2024 Abstracts

ESS-DIVE: Enabling Integration Across Diverse Environmental Systems Science Data


Joan Damerow1* (JoanDamerow@lbl.gov), Shreyas Cholia2, Deb Agarwal2, Matthew Brooke3, Madison Burrus1, Hesham Elbashandy2, Valerie Hendrix2, Matthew B. Jones3, Mario Melara2, Rushiraj Nenuji3, Fianna O’Brien2, Dylan O’Ryan1, Sarah Poon2, Emily Robles1, Shalki Shrivastava2, Jing Tao3, Karen Whitenack2, Catherine Wong2, Charuleka Varadharajan1


1Earth and Environmental Sciences Area, Lawrence Berkeley National Laboratory, Berkeley, CA; 2Scientific Data Division, Lawrence Berkeley National Laboratory, Berkeley, CA; 3National Center for Ecological Research and Synthesis, Santa Barbara, CA



The ESS Data Infrastructure for a Virtual Ecosystem (ESS-DIVE) is a data repository designed for the U.S. DOE’s ESS program. ESS-DIVE enables collection, storage, management, and sharing of a variety of observational, experimental, and modeling data generated across the program. The volume, complexity, and diversity of these interdisciplinary data present unique integration challenges.

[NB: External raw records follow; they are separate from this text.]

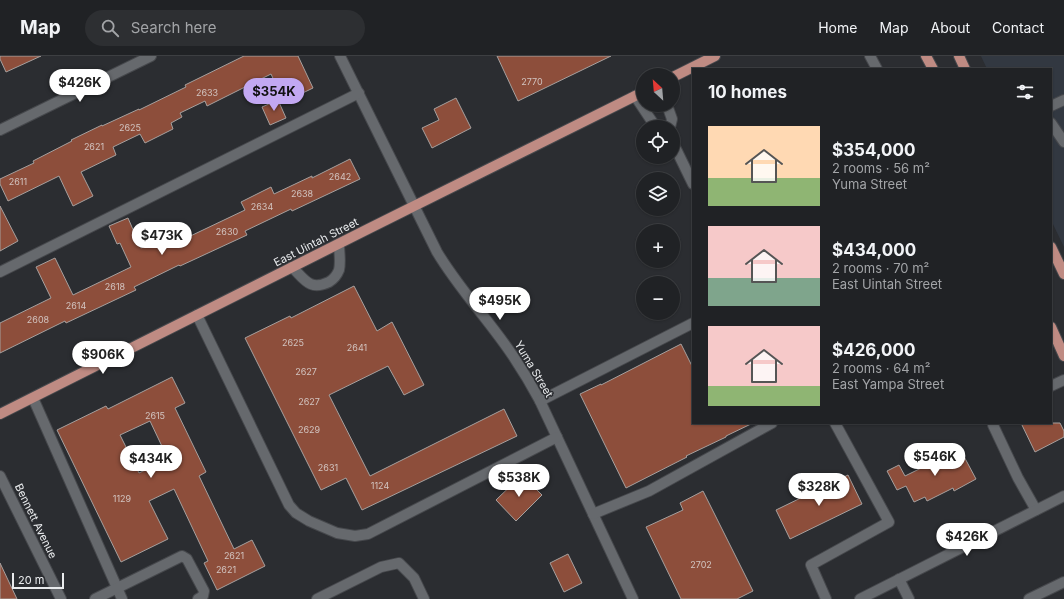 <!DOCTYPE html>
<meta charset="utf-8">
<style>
:root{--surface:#202225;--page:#2d2f32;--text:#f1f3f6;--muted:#a2a4a7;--line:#3d3f42;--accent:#c2a8f2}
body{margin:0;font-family:Inter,sans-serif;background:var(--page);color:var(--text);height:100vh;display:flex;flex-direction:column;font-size:15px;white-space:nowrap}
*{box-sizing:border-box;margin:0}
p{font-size:13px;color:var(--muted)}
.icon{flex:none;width:22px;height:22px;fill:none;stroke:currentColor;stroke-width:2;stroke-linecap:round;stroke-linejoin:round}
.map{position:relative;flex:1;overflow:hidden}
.panel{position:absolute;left:692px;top:12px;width:360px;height:356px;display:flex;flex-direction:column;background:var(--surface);border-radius:0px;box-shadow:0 1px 3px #0004,0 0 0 1px var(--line)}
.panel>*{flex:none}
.needle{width:26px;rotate:334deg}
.controls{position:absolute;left:636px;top:12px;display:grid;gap:8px}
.controls a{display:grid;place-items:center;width:44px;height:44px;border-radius:50%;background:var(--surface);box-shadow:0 1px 3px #0004,0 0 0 1px var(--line);font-size:20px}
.scale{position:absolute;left:12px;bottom:10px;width:52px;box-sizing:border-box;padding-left:4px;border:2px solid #e9ebed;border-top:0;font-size:11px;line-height:14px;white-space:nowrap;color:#e9ebed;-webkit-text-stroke:3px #2b2d31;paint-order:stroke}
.price{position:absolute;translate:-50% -34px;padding:0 9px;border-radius:14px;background:#fff;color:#222;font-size:13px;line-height:26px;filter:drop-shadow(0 1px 2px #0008)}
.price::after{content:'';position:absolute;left:50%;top:24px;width:12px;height:9px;margin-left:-6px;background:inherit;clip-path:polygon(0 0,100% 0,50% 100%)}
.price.selected{background:var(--accent);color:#111}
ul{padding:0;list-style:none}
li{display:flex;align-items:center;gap:12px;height:100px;padding:0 16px}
li span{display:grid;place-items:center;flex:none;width:112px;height:80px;border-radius:0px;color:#555}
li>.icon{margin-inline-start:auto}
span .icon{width:48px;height:48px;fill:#fffc;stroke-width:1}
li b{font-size:17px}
h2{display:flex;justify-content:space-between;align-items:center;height:48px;padding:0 16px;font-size:17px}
header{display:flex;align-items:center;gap:24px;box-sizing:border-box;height:56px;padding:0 20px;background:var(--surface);border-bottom:1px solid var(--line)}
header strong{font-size:19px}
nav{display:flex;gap:22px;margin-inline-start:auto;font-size:14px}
.search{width:280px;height:36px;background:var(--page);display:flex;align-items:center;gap:10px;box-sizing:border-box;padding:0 14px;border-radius:22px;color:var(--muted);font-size:15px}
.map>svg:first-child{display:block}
</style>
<header>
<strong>Map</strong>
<div class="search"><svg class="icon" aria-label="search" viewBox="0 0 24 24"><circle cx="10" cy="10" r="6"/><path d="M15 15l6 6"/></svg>Search here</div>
<nav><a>Home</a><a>Map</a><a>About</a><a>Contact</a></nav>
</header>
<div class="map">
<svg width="1064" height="543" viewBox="0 0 1064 543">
<rect width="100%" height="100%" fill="#2b2d31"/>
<!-- built -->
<path fill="#323841" d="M981 0H1064V191L1051 164V13H987Z"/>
<!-- building -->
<g fill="#8d4e3b" stroke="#a6a09e" fill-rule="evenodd">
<path d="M0 0H41L6 16 0 3Z"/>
<path d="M244 0H298L313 32 284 46 271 18 207 50 205 45 180 57 182 61 171 67 173 73 145 87 140 78 113 91 116 99 81 116 93 140 73 150 59 120 8 145 0 128V123L34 107 33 105 72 85 71 84 102 69V70L139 53V54L186 31 185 29Z"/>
<path d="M497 0H611L518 45Z"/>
<path d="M456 42 471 72 432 92 422 72 439 64 434 53Z"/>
<path d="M278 44 286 62 270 69 262 51Z"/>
<path d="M350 103 360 123 292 155 291 153 245 175 247 179 180 210 179 209 134 231 136 234 66 267 65 265 0 297V267L51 242 36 211 55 202 73 239 131 211 120 187 117 188 109 170 128 162 141 192 156 184 161 194 245 154 241 146 271 131 274 138 312 120V122Z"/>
<path d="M0 150 18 185 0 195Z"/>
<path d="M354 230 377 275 392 266 424 329 404 339 388 310 329 339 370 420 504 353 517 380 362 454 346 422 321 434 245 282 290 260 291 262Z"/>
<path d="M681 288 693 312V367H753L726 380V381L686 400 687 401 626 432 580 338 601 328V329Z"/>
<path d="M172 321 185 347 175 352 206 416 199 420 234 493 252 484 265 510 217 534 204 507 208 505 174 433 149 445 168 483 121 506 57 374 106 350 108 353ZM150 365 168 403 139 417 120 379Z"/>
<path d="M1021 367H1060L1064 375V381L1035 396Z"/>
<path d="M960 393 976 423 954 435 953 432 927 445 925 441 914 446 906 430 897 434 887 415 899 409 905 420Z"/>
<path d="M522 419 542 439 516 465 496 444Z"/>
<path d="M848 419 862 448 790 483 776 454Z"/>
<path d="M703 435 753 535 737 543H681L646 471 683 454 680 447Z"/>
<path d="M568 498 582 527 564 536 550 507Z"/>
<path d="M0 507 17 543H0Z"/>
</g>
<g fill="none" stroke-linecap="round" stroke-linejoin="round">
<!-- minor casing -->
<g stroke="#46484c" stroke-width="12">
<g id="minor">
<path d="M340 0 437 196C459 233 489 264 513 300 523 315 532 330 540 345L633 543"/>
<path d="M870 0 877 13"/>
<path d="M635 40 653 67 659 71"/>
<path d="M667 49 672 63 670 71"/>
<path d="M1051 50 1064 44"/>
<path d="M1051 67 1064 86"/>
<path d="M0 74 151 0"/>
<path d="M673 87 693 128"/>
<path d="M292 211C305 224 310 235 329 226 334 223 337 219 339 214 341 206 339 196 339 188"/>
<path d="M0 216 359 37"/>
<path d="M197 259 289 449 296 457 309 465 337 477 355 480 368 478 557 381"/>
<path d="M1051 330 1064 324"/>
<path d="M33 342 122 543"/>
<path d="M540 345 693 267"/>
<path d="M993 367V369L1018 422 1036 454"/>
<path d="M0 420 61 543"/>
<path d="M593 458 649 435 772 367"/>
<path d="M899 523 909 543"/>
<path d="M95 543 182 500 187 503 204 535 203 540 198 543"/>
<path d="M317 543 381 511 399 507 414 522 424 543"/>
<path d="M826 543 811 509 889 466 835 367"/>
<path d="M860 543 1064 440"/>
<path d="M1029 543 1064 526"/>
</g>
</g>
<!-- major casing -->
<g stroke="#46484c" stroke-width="12">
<g id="major">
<path d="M926 0 933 13"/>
<path d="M959 0 965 13"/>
<path d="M673 21 715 0"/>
<path d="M1051 191 1064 218"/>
<path d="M1051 271 1064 300"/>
<path d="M0 358 368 173 643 36"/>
</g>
</g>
<!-- minor -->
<use href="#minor" stroke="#66696d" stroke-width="10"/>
<!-- major -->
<use href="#major" stroke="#bf8b83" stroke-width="10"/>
</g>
<g text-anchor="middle" stroke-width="3" stroke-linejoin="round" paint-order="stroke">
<!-- number labels -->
<g font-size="9" fill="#d2c4c0">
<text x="532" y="29">2770</text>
<text x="207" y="40">2633</text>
<text x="130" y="75">2625</text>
<text x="94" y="94">2621</text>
<text x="340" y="124">2642</text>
<text x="18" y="129">2611</text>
<text x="302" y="141">2638</text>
<text x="262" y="154">2634</text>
<text x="227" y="179">2630</text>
<text x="115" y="234">2618</text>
<text x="76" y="253">2614</text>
<text x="38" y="267">2608</text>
<text x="293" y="290">2625</text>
<text x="357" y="295">2641</text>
<text x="306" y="319">2627</text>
<text x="309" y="349">2627</text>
<text x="155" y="363">2615</text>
<text x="309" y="377">2629</text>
<text x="328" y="415">2631</text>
<text x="380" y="433">1124</text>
<text x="122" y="446">1129</text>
<text x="234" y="503">2621</text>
<text x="701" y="512">2702</text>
<text x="226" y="517">2621</text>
</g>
<!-- street labels -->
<g font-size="11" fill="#e9ebed" stroke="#2b2d31">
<text transform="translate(316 186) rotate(-27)" y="4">East Uintah Street</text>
<text transform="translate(534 313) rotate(59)" y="4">Yuma Street</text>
<text transform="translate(36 465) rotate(64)" y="4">Bennett Avenue</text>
</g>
</g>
</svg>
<div class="controls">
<a><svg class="needle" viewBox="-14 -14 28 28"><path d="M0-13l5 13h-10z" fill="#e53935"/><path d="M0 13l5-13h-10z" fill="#a2a4a7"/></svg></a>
<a><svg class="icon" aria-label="locate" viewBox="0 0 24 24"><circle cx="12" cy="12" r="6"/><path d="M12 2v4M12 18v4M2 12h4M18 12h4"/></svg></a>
<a><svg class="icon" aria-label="layers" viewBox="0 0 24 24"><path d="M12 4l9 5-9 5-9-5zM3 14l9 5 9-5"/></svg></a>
<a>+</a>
<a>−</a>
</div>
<div class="scale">20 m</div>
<b class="price" style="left:80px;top:47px">$426K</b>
<b class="price selected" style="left:274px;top:56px">$354K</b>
<b class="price" style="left:162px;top:200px">$473K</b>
<b class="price" style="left:500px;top:265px">$495K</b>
<b class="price" style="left:103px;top:319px">$906K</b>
<b class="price" style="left:935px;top:421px">$546K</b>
<b class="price" style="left:151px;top:423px">$434K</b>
<b class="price" style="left:519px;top:442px">$538K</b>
<b class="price" style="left:819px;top:451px">$328K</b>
<b class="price" style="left:967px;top:501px">$426K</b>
<section class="panel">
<h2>10 homes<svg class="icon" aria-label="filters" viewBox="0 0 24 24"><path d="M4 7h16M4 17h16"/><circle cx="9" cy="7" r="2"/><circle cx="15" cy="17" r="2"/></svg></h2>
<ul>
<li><span style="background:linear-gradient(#ffd9b3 65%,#8fb573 0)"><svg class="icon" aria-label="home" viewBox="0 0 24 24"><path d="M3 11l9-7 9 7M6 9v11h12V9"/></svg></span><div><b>$354,000</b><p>2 rooms · 56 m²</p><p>Yuma Street</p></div></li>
<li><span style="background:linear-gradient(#f6c9c9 65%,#7fa58c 0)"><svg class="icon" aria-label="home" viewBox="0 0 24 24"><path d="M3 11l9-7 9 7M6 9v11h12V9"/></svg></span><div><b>$434,000</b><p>2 rooms · 70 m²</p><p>East Uintah Street</p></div></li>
<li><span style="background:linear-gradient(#f6c9c9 75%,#8fb573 0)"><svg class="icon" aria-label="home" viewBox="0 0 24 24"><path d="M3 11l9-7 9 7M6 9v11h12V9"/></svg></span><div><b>$426,000</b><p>2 rooms · 64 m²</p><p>East Yampa Street</p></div></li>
</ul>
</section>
</div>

Researchers discuss how ESS-DIVE approaches data integration across these datasets and with other data systems.

Metadata in ESS-DIVE are published in a number of formats, including the JSON-LD format, which allows the data to be easily ingested and understood by external systems (e.g., Google Dataset Search, OSTI, Data.gov etc.). ESS-DIVE provides a systematic method for linking datasets from other recognized data providers. This allows metadata to be searchable in ESS-DIVE, while linking out to externally managed data products. In order to track and relate sample data across systems, researchers encourage the use of common standards for sample data identifiers, such as the International Generic Sample Number (IGSN). ESS-DIVE works closely with ESS Scientists to promote adoption of standard data reporting formats, which researchers are using to develop tools for data validation, advanced search within data files, and data synthesis.

ESS-DIVE offers project-specific features that allow researchers to collaborate and share data within their teams efficiently. Project data portals allow you to create a collection of project datasets along with contextual information, making project data more findable and accessible. ESS-DIVE also supports a secondary storage layer to serve very large, hierarchical datasets. This allows users to directly browse and access large volumes of data over the web, and efficiently move data between sites using a high-performance data transfer service–Globus. ESS-DIVE is integrated with DataONE, a federation of interoperable data repositories facilitating open science and data discovery.